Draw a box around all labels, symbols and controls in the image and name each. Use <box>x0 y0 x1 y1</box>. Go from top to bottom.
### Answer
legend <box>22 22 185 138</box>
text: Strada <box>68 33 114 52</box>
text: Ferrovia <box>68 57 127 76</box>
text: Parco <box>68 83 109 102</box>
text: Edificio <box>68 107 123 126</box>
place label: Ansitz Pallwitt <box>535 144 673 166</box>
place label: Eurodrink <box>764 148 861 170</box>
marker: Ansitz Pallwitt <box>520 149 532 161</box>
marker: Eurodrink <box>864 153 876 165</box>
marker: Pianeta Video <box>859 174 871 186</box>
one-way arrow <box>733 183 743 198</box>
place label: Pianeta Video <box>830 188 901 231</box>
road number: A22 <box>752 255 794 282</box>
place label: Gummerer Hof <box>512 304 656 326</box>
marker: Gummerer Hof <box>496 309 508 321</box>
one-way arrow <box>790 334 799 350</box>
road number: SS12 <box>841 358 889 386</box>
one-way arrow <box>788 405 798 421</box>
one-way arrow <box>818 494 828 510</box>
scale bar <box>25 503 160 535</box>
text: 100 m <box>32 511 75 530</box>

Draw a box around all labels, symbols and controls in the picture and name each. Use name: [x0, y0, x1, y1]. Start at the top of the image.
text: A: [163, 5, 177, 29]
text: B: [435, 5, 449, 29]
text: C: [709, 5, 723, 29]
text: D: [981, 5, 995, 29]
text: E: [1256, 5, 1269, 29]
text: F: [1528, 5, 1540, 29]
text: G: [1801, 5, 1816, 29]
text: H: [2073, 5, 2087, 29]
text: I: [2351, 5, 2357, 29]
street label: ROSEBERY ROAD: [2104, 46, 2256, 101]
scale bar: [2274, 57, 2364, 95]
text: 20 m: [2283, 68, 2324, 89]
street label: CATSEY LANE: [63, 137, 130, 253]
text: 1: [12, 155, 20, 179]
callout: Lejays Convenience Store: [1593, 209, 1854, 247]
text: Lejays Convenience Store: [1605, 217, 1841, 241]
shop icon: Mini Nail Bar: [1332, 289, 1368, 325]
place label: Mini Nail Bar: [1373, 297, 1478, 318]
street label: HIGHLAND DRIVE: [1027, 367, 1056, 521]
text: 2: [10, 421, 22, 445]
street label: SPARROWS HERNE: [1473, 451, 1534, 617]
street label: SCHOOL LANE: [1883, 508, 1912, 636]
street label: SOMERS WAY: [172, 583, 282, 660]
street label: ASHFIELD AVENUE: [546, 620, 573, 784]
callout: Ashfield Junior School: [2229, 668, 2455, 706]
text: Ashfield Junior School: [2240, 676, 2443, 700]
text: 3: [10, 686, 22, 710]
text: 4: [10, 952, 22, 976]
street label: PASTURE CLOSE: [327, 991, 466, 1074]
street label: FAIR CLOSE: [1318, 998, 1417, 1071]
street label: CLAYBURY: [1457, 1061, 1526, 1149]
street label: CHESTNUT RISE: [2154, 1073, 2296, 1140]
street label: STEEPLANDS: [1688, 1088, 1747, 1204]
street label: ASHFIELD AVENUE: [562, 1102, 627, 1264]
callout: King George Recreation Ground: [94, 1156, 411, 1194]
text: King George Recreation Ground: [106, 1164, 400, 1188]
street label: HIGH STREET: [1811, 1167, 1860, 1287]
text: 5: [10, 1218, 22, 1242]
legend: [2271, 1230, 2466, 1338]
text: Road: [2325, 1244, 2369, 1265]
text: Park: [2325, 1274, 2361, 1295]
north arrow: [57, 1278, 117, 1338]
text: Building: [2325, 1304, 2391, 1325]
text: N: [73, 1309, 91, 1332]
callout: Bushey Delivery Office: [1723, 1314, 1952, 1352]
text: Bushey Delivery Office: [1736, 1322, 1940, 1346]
_ _ _
TASK GOAL: Return the full listing, character for character.

RESULT BELOW:
Draw a box around all labels, symbols and controls in the image and name each. Use <box>x0 y0 x1 y1</box>. Go from top to bottom.
### Answer
legend <box>22 22 185 138</box>
text: Strada <box>68 33 114 52</box>
text: Ferrovia <box>68 57 127 76</box>
text: Parco <box>68 83 109 102</box>
text: Edificio <box>68 107 123 126</box>
place label: Ansitz Pallwitt <box>535 144 673 166</box>
place label: Eurodrink <box>764 148 861 170</box>
marker: Ansitz Pallwitt <box>520 149 532 161</box>
marker: Eurodrink <box>864 153 876 165</box>
marker: Pianeta Video <box>859 174 871 186</box>
one-way arrow <box>733 183 743 198</box>
place label: Pianeta Video <box>830 188 901 231</box>
road number: A22 <box>752 255 794 282</box>
place label: Gummerer Hof <box>512 304 656 326</box>
marker: Gummerer Hof <box>496 309 508 321</box>
one-way arrow <box>790 334 799 350</box>
road number: SS12 <box>841 358 889 386</box>
one-way arrow <box>788 405 798 421</box>
one-way arrow <box>818 494 828 510</box>
scale bar <box>25 503 160 535</box>
text: 100 m <box>32 511 75 530</box>

Draw a box around all labels, symbols and controls in the picture and name each. Use name: [x0, y0, x1, y1]. Start at the top of the image.
text: A: [163, 5, 177, 29]
text: B: [435, 5, 449, 29]
text: C: [709, 5, 723, 29]
text: D: [981, 5, 995, 29]
text: E: [1256, 5, 1269, 29]
text: F: [1528, 5, 1540, 29]
text: G: [1801, 5, 1816, 29]
text: H: [2073, 5, 2087, 29]
text: I: [2351, 5, 2357, 29]
street label: ROSEBERY ROAD: [2104, 46, 2256, 101]
scale bar: [2274, 57, 2364, 95]
text: 20 m: [2283, 68, 2324, 89]
street label: CATSEY LANE: [63, 137, 130, 253]
text: 1: [12, 155, 20, 179]
callout: Lejays Convenience Store: [1593, 209, 1854, 247]
text: Lejays Convenience Store: [1605, 217, 1841, 241]
shop icon: Mini Nail Bar: [1332, 289, 1368, 325]
place label: Mini Nail Bar: [1373, 297, 1478, 318]
street label: HIGHLAND DRIVE: [1027, 367, 1056, 521]
text: 2: [10, 421, 22, 445]
street label: SPARROWS HERNE: [1473, 451, 1534, 617]
street label: SCHOOL LANE: [1883, 508, 1912, 636]
street label: SOMERS WAY: [172, 583, 282, 660]
street label: ASHFIELD AVENUE: [546, 620, 573, 784]
callout: Ashfield Junior School: [2229, 668, 2455, 706]
text: Ashfield Junior School: [2240, 676, 2443, 700]
text: 3: [10, 686, 22, 710]
text: 4: [10, 952, 22, 976]
street label: PASTURE CLOSE: [327, 991, 466, 1074]
street label: FAIR CLOSE: [1318, 998, 1417, 1071]
street label: CLAYBURY: [1457, 1061, 1526, 1149]
street label: CHESTNUT RISE: [2154, 1073, 2296, 1140]
street label: STEEPLANDS: [1688, 1088, 1747, 1204]
street label: ASHFIELD AVENUE: [562, 1102, 627, 1264]
callout: King George Recreation Ground: [94, 1156, 411, 1194]
text: King George Recreation Ground: [106, 1164, 400, 1188]
street label: HIGH STREET: [1811, 1167, 1860, 1287]
text: 5: [10, 1218, 22, 1242]
legend: [2271, 1230, 2466, 1338]
text: Road: [2325, 1244, 2369, 1265]
text: Park: [2325, 1274, 2361, 1295]
north arrow: [57, 1278, 117, 1338]
text: Building: [2325, 1304, 2391, 1325]
text: N: [73, 1309, 91, 1332]
callout: Bushey Delivery Office: [1723, 1314, 1952, 1352]
text: Bushey Delivery Office: [1736, 1322, 1940, 1346]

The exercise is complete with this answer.